EMF calls for differentiated leverage ratio in EU
The European Mortgage Federation today (Thursday) called for European Union leverage ratio legislation to take into account EU specificities, warning that not taking into account the business models of specialised mortgage lenders could adversely affect financial stability and growth.
Under the Capital Requirements Regulation (CRR), the European Commission is to report to the European Parliament and Council on the impact of a leverage ratio on the EU banking industry before proposing legislation, and the EMF said in a position paper released today that the Basel framework should be adapted to take into account EU specificities.

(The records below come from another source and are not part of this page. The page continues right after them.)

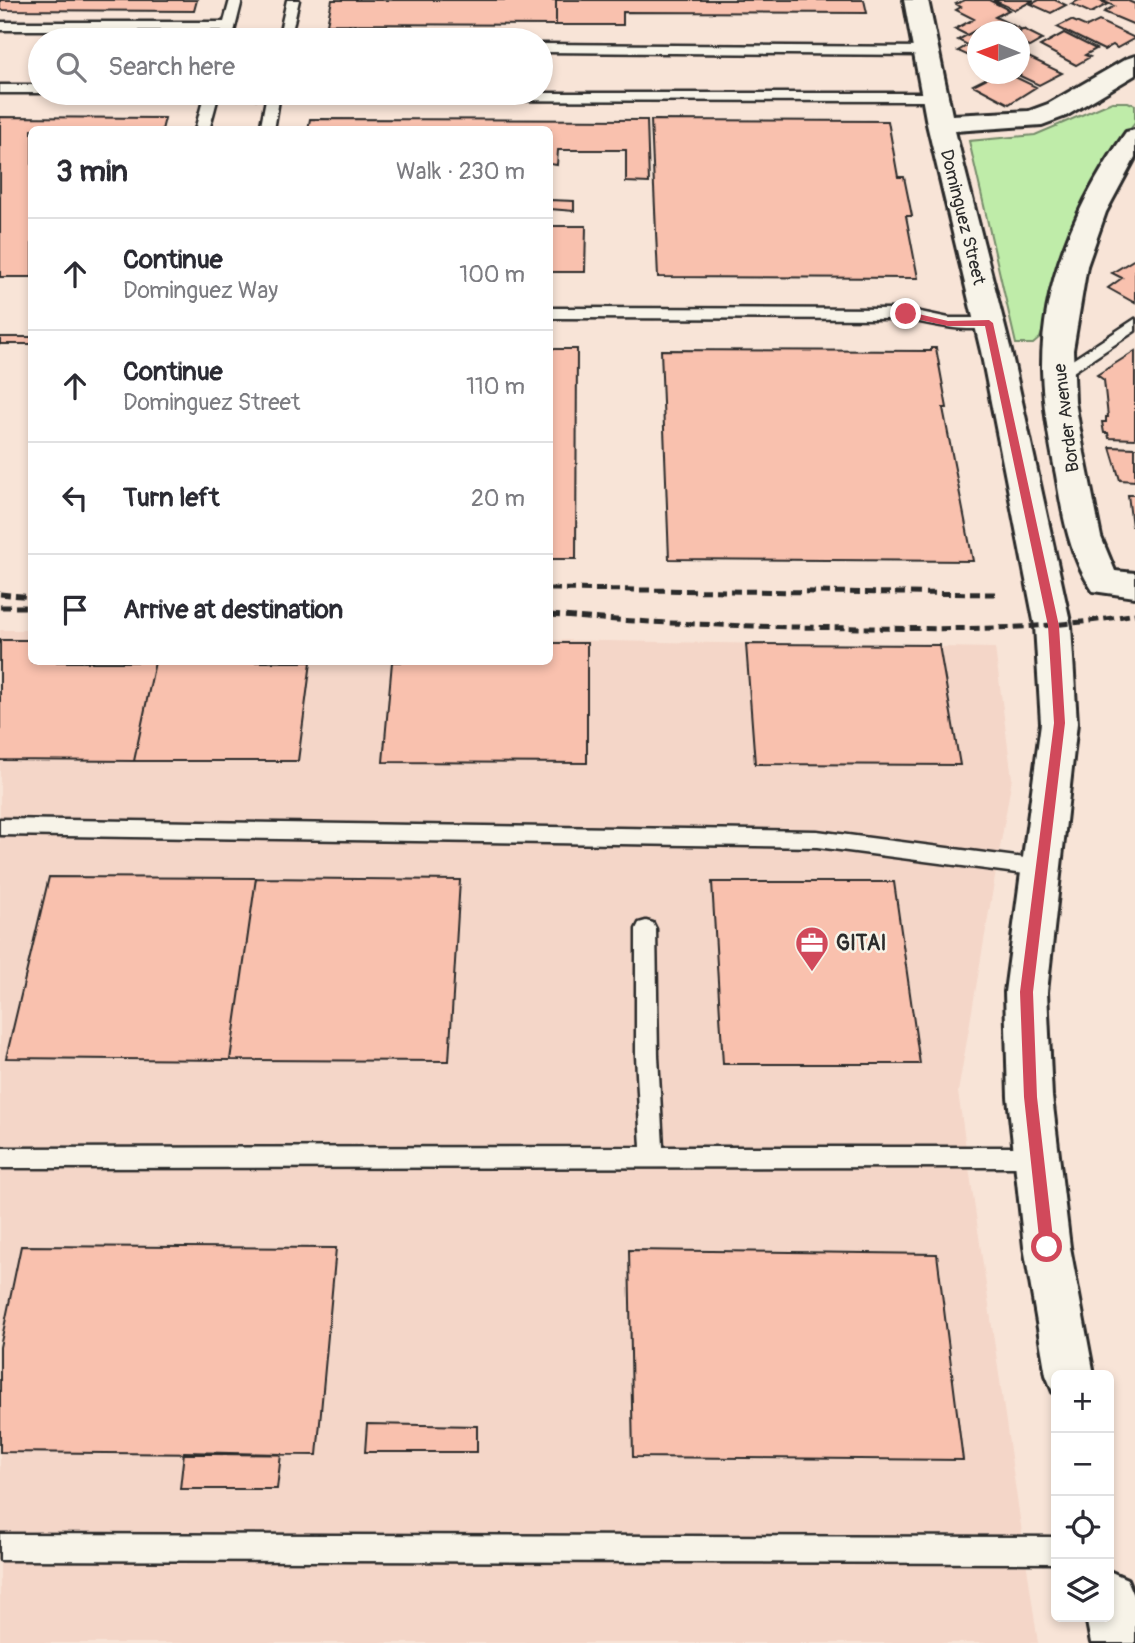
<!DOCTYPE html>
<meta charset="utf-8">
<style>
body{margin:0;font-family:Pangolin,sans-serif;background:#f2f2f3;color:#2b2b33}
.controls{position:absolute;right:21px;bottom:21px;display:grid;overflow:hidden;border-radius:10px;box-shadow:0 4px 10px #0003}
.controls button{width:63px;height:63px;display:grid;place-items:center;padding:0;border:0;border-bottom:2px solid #e1e1e2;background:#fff;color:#2b2b33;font:35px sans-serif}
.compass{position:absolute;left:967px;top:21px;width:63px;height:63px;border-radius:50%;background:#fff;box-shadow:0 4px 10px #0003;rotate:271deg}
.stop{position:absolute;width:21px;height:21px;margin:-16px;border:5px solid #d1495b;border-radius:50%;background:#fff}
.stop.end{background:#d1495b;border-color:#fff;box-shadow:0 2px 7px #0008}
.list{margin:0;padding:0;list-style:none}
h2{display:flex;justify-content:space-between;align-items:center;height:91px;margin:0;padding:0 28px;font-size:30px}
h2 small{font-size:23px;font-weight:400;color:#7c7c81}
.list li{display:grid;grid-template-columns:46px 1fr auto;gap:21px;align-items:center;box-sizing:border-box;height:112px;padding:0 28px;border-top:2px solid #e1e1e2}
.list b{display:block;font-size:26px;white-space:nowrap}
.list p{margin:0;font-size:23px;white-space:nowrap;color:#7c7c81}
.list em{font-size:23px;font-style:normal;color:#7c7c81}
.icon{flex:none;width:38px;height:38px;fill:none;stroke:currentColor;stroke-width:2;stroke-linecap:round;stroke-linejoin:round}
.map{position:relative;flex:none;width:1135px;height:1643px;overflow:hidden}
.search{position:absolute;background:#fff;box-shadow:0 4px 10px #0003;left:28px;top:28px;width:525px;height:77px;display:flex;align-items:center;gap:18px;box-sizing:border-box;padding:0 24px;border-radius:38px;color:#7c7c81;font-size:26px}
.panel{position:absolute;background:#fff;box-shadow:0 4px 10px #0003;left:28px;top:126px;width:525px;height:539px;border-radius:10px}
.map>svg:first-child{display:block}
.built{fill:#f4d6c8}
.green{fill:#bfeca9;stroke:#758c6a;stroke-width:2}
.building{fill:#f9c1ae;stroke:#2b2b2b;stroke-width:2}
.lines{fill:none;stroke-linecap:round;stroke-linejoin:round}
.lane-casing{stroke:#2b2b2b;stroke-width:5}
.street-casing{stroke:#2b2b2b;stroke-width:6}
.lane{fill:#f7f3e8;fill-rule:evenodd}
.street{fill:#f7f3e8;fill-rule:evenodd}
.rail{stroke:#2b2b2b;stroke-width:5;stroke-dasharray:10 5;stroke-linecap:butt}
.route{fill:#d1495b}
.labels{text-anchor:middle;stroke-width:5;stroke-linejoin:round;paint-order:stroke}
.far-street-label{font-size:18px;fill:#2b2b2b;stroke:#f7f3e8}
.poi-label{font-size:21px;font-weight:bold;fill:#2b2b2b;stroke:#f7f3e8;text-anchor:start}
</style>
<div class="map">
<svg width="1135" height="1643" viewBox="0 0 1135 1643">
<rect width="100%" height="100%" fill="#f8e4d7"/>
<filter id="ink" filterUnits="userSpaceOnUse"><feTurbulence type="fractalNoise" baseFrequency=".0143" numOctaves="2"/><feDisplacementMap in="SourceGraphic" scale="14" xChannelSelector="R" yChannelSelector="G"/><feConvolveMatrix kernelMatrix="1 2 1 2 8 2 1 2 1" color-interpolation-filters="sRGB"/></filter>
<g filter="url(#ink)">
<path class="built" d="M0,630H31L32,662H550V640L995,648L1012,778L958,1092L1038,1643H0Z"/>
<path class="green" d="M1112,102H1128L1135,105V123L1109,157L1085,202L1040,338L1033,344H1016L969,141L1035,135Z"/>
<path class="building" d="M0,0H197L194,11L0,10Z
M332,0H556V25L327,24Z
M556,0H864L867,13L623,12V25H556Z
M965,0H989L1009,10L995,17L1023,30L1002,32L987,24L967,35L955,29L974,19L956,10L961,7L956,4Z
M993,0H1034L1015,10Z
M1039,0H1055L1066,5L1051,13L1031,4Z
M1079,0H1098L1108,4L1091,13L1071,4Z
M1126,0L1135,4V25L1104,12L1114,6L1103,1L1105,0Z
M1071,20L1087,27L1099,21L1135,38L1117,48L1113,45L1104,50L1057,27Z
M987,24L997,29L978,32V52L969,56L958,51L968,45L958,40Z
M1023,29L1043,39L1029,47L1020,42V32Z
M1064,33L1096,49L1085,55L1090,57L1076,65L1040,46Z
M1020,53L1062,73L1039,85L1016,74H1020Z
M995,74H1009L1036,87L1009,104L973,85Z
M0,117L165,118L162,130H32V277H0Z
M310,119L647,120L649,183L626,182V150H558L557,165L550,164V130H308Z
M651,120L888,121L898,177H904L912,216H906L918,278L658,277Z
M550,200L574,201V211L550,209Z
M550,226H586L585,272H550Z
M1135,259V303L1108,288L1122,278L1112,273Z
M0,337H32V344H0Z
M931,348H936L947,408H943L973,561L669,559L661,350L931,351Z
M550,349H577L576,559H550Z
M1135,351V439L1109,438L1108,433H1104L1102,422H1106V417H1108L1104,380L1097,375Z
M1110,447L1135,448V481L1120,480Z
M1128,495H1135V526H1132Z
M0,640H32V662H155L134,761L0,760Z
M550,643H587V763L383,762L392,662H550Z
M746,644L939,645L960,765L755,764Z
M155,662H311L298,761H134Z
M49,877L256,878L230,1060L6,1058Z
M256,878L460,880L449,1061L230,1060Z
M712,882H894L920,1064H723Z
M21,1246L336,1248L317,1455L0,1452V1347Z
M629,1250L937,1254L963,1460L633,1457Z
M367,1424L477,1426V1452H365Z
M184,1452L281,1454L277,1489H180Z"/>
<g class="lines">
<g class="lane-casing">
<path id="lane" d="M230,0H242L232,40H220L222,30H0V22H224Z
M287,0H299L290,40H278Z
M541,44L926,47L932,51L926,55L541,52Z
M0,85H40L41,93H0Z
M205,93H219L209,130H195Z
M242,93H935L942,97L935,101L279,100L274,130H260L266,99L243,96Z
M550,308L906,309L949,318H989L996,323C981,337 926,323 906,319L550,318Z
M1135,319V331L1064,378H1054L1051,375L1054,372Z
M0,819L817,831L1040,860L1047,862L1050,868L1047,874L1040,876L817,847L0,835Z
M646,921L653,923L656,929L658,1056L663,1147H1038L1046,1150L1049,1157L1046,1164L1038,1167L0,1168V1148L641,1147L636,1056V929L639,923Z
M0,1534L1056,1537V1563L0,1560Z"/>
</g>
<g class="street-casing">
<path id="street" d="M904,0H928L952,115L1029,111L1048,104L1126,59L1135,56V75L1066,116L1042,125L955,131L1011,351L1071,626L1077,723L1047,992L1052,1097L1070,1247L1094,1375H1056V1393L1053,1392L1046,1375L1024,1247L1008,1097L1005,992L1041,723L1035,626L981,351L927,124Z
M1135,130V158L1106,212L1087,266L1073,350L1075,402L1084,453L1101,537L1115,571L1135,573V597L1093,591C1069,555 1063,516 1056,475C1049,440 1043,405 1042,370C1041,283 1077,202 1126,132Z
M1109,1571L1127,1579L1135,1598V1643H1091L1086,1617H1109Z"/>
</g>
<use href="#lane" class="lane"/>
<use href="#street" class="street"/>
<path class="rail" d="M550,589L995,594
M0,594L32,597
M0,607H32
M550,615C655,624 759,627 864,628C955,629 1045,631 1135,614"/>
</g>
</g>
<path class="route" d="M906,311L948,321L989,320L993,323L1059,626L1065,723L1033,992L1037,1097L1054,1247L1047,1253L1040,1247L1024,1097L1020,992L1054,723L1048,626L985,326H948L903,316V312Z"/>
<defs>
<g id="office-pin" transform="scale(1.75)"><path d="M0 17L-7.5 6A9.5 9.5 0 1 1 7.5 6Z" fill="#d1495b" stroke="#f7f3e8"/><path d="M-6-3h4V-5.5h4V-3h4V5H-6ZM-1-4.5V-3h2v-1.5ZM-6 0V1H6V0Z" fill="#fff"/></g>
</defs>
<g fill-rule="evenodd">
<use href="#office-pin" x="812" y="943"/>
</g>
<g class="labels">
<g class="far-street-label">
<text transform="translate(963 217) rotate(76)" y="6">Dominguez Street</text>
<text transform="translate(1066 418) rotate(-97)" y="6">Border Avenue</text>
</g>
<g class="poi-label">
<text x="836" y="950">GITAI</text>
</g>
</g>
</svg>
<div class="controls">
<button>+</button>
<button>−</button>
<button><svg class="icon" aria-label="locate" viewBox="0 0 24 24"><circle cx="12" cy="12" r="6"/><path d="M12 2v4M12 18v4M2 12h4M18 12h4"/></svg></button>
<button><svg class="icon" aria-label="layers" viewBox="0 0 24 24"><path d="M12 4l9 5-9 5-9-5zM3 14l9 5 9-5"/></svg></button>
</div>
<svg class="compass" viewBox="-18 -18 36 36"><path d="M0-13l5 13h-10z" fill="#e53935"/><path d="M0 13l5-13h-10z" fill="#7c7c81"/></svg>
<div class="stop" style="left:1047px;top:1247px"></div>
<div class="stop end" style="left:906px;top:314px"></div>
<div class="search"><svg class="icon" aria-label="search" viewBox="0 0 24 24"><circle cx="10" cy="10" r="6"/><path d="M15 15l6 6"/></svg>Search here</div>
<section class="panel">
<h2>3 min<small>Walk · 230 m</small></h2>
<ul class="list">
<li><svg class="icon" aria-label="ahead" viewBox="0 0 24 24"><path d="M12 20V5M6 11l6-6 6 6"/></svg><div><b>Continue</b><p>Dominguez Way</p></div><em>100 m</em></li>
<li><svg class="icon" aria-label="ahead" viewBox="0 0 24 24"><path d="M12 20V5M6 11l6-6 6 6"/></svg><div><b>Continue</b><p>Dominguez Street</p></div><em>110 m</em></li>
<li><svg class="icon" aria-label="left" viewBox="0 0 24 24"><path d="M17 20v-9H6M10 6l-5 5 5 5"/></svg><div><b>Turn left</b></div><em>20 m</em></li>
<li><svg class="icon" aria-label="arrive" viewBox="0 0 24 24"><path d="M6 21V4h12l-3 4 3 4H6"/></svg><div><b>Arrive at destination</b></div></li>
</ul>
</section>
</div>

The industry body noted that the Commission will by the end of 2016 announce its intentions with regard to the introduction of one single binding leverage ratio or different leverage ratios for different business models, with input from the European Banking Authority (EBA).
The EMF is pushing for a differentiated leverage ratio, with weights assigned to specific types of lending that would otherwise be negatively affected.
The Basel Committee on Banking Supervision has proposed a threshold of 3% and higher minimums have also been suggested, whereas the leverage ratios of specialised lenders are in some cases considerably below 3% because mortgage lending is a low risk activity and hence lenders can set aside lower proportions of capital for prudential and capital requirements purposes, according to the industry body.
“Should a leverage ratio minimum be set to an overly restrictive level, specialised mortgage lenders would have to restructure, deleverage or raise capital, with potentially negative effects on EU financial stability and economic recovery, including job creation and growth potential,” said Luca Bertalot, EMF-ECBC secretary general.